The data are accurate. Taxpayers provide information under the threat of audit and there is third-party information reporting, so employers as well as recipients are reporting wage and salary information.
The definition of income that is reported is broader than that provided by unemployment insurance data, including, most importantly, self-employment income and in cases where a person is married and they file a joint return, spousal income.25
Several potential weaknesses are associated with using tax returns data to measure income and employment. We summarize several: Note that some of these weaknesses apply to the general population, while others are more relevant for low-income populations. First, the access by researchers to tax returns data is extremely limited and constrained because of Section 6103 of the Internal Revenue Code. Section 6103 explicitly states that tax data cannot be released, except to organizations specifically designated in Section 6103(j). The exceptions are the Department of Commerce, but only as it relates to the Census and National Income Accounts, the Federal Trade Commission, the Department of the Treasury, and the Department of Agriculture (for conducting the Census of Agriculture). Penalties for unauthorized disclosure are severe, including jail terms of up to 5 years.

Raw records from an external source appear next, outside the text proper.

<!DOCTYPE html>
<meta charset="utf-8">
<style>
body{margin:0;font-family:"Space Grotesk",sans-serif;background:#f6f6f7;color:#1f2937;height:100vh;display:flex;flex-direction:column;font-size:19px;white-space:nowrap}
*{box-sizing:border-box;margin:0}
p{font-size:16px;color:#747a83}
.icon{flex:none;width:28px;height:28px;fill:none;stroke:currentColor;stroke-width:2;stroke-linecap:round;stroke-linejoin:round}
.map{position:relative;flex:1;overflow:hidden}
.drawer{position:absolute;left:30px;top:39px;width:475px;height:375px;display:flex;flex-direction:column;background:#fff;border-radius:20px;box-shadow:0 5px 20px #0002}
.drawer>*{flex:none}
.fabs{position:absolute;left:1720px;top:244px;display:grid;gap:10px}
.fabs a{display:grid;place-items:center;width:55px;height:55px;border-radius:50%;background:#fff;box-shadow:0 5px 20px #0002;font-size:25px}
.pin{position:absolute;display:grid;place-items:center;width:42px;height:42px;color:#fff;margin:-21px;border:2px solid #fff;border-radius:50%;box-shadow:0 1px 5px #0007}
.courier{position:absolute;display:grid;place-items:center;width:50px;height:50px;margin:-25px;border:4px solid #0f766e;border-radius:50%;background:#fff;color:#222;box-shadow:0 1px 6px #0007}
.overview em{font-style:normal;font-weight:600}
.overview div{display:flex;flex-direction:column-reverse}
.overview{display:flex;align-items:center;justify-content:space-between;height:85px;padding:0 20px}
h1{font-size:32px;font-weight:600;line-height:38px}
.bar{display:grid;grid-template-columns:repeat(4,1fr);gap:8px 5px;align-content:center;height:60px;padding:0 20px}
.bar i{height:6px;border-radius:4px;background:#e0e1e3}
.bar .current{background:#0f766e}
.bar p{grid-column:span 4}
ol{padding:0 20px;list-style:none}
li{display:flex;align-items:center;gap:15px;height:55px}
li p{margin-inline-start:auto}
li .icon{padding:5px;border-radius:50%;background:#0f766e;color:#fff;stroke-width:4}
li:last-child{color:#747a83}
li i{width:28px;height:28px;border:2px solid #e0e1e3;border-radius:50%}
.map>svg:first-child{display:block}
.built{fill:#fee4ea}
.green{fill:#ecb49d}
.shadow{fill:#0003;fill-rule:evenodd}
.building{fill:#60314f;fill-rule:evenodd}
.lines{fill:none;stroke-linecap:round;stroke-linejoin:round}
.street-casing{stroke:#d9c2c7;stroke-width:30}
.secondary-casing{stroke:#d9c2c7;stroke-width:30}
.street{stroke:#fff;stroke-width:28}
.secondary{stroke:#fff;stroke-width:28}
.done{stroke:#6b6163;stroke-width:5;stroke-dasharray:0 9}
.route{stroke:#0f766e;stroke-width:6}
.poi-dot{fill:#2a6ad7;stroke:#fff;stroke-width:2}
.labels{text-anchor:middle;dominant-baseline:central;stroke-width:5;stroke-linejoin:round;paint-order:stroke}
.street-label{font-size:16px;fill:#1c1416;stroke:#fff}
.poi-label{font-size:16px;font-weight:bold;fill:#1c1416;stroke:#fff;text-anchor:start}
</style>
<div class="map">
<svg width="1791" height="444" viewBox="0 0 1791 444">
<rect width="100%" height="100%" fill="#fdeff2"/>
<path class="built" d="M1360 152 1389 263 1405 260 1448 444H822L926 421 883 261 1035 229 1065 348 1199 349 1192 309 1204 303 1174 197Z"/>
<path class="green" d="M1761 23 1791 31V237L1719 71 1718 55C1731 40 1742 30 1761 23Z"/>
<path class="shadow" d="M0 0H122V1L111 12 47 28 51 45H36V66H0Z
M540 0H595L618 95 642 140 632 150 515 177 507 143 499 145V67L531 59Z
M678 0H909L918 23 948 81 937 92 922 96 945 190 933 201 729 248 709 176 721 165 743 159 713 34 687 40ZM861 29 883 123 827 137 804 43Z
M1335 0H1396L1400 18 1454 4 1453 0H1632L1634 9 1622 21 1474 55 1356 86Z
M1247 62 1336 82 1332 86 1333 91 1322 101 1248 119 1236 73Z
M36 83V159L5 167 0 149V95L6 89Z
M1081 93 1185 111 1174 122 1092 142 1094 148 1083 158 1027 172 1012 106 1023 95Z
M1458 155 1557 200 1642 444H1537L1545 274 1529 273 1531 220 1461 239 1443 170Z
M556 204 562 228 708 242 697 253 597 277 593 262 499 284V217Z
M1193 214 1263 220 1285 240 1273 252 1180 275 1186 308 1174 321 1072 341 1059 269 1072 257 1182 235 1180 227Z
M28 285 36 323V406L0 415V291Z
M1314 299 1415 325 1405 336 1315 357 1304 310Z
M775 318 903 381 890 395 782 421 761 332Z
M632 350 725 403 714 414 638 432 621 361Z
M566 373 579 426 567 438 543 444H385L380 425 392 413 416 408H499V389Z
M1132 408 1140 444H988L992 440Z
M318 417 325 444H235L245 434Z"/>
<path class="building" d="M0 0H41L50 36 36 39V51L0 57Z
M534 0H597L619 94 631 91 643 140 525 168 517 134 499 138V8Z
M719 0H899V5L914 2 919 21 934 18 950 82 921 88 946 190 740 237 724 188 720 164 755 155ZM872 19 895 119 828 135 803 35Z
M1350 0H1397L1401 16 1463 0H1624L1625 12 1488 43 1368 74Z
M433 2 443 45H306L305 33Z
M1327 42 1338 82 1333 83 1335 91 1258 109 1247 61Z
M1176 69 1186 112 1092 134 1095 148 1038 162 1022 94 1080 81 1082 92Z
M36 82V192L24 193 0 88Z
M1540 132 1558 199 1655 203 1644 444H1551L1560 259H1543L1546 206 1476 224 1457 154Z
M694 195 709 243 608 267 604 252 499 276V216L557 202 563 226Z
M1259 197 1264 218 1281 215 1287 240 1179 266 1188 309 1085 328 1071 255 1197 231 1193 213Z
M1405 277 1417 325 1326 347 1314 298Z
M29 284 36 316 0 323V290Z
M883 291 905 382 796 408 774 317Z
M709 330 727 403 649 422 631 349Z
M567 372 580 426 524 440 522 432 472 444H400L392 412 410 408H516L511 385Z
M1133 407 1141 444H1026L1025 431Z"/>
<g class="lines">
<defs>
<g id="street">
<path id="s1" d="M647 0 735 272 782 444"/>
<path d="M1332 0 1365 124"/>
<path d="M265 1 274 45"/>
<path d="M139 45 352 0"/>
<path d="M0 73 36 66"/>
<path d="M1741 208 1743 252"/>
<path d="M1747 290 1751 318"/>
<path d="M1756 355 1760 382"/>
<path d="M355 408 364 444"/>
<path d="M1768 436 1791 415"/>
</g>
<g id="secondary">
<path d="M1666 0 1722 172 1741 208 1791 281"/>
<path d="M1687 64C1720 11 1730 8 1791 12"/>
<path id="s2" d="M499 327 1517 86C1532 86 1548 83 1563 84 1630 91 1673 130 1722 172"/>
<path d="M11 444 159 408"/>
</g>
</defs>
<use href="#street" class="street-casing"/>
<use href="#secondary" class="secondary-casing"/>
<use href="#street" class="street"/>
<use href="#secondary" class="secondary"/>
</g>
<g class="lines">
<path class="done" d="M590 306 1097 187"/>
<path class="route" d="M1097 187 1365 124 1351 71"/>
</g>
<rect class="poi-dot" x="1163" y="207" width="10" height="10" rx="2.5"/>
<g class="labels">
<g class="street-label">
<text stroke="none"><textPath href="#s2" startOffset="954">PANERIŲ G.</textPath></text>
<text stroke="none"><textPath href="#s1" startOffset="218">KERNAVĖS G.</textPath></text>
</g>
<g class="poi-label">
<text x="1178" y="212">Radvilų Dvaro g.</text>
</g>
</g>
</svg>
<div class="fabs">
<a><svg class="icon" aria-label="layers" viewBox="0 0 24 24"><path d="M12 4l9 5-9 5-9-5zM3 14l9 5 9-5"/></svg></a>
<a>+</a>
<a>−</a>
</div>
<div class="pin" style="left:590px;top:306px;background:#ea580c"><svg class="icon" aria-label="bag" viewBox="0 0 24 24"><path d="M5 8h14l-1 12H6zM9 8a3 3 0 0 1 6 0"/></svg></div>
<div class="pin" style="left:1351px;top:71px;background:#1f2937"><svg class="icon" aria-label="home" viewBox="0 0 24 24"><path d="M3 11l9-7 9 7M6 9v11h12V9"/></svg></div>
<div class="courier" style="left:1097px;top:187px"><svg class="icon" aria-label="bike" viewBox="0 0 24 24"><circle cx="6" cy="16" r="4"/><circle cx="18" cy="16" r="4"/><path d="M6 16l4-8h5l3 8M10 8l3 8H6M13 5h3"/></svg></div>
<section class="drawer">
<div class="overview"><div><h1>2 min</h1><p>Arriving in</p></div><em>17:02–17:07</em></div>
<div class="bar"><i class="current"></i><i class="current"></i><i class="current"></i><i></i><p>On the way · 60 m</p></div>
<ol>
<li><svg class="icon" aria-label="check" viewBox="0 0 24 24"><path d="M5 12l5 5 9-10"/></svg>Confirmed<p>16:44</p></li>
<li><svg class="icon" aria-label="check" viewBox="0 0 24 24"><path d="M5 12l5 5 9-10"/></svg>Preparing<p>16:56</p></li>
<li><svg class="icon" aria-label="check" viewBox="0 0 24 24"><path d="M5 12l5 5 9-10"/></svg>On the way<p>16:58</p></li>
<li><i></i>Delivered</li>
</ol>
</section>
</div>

Second, tax return data also contain only limited information on demographic characteristics of taxpayers. For example, the tax system does not collect information on the race or education of tax filers.
Third, tax-filing units differ from both families and individuals. Married couples can file either a joint return or separate returns (as “married filing separate”). Cohabiting couples, even if fully sharing resources, will file separate returns as individuals or head of household (generally meaning the filer is a single parent with dependents). In general we believe families pool resources so families are the best unit of analysis for assessing economic well-being. Hence, case units probably are the most useful unit of analysis.
Fourth, there also are differences between tax return data and other data sources in the frequency of reporting. Unemployment insurance wages are reported quarterly. Transfer program information is reported monthly. Tax returns are filed annually. Because shorter periods can be aggregated into longer ones and there can be major changes in family composition over time, the annual frequency of tax reporting is less appealing than monthly or quarterly reporting in other data sets. To the extent that family structure changes over these intervals, problems may arise when trying to link different data sets to assess well-being.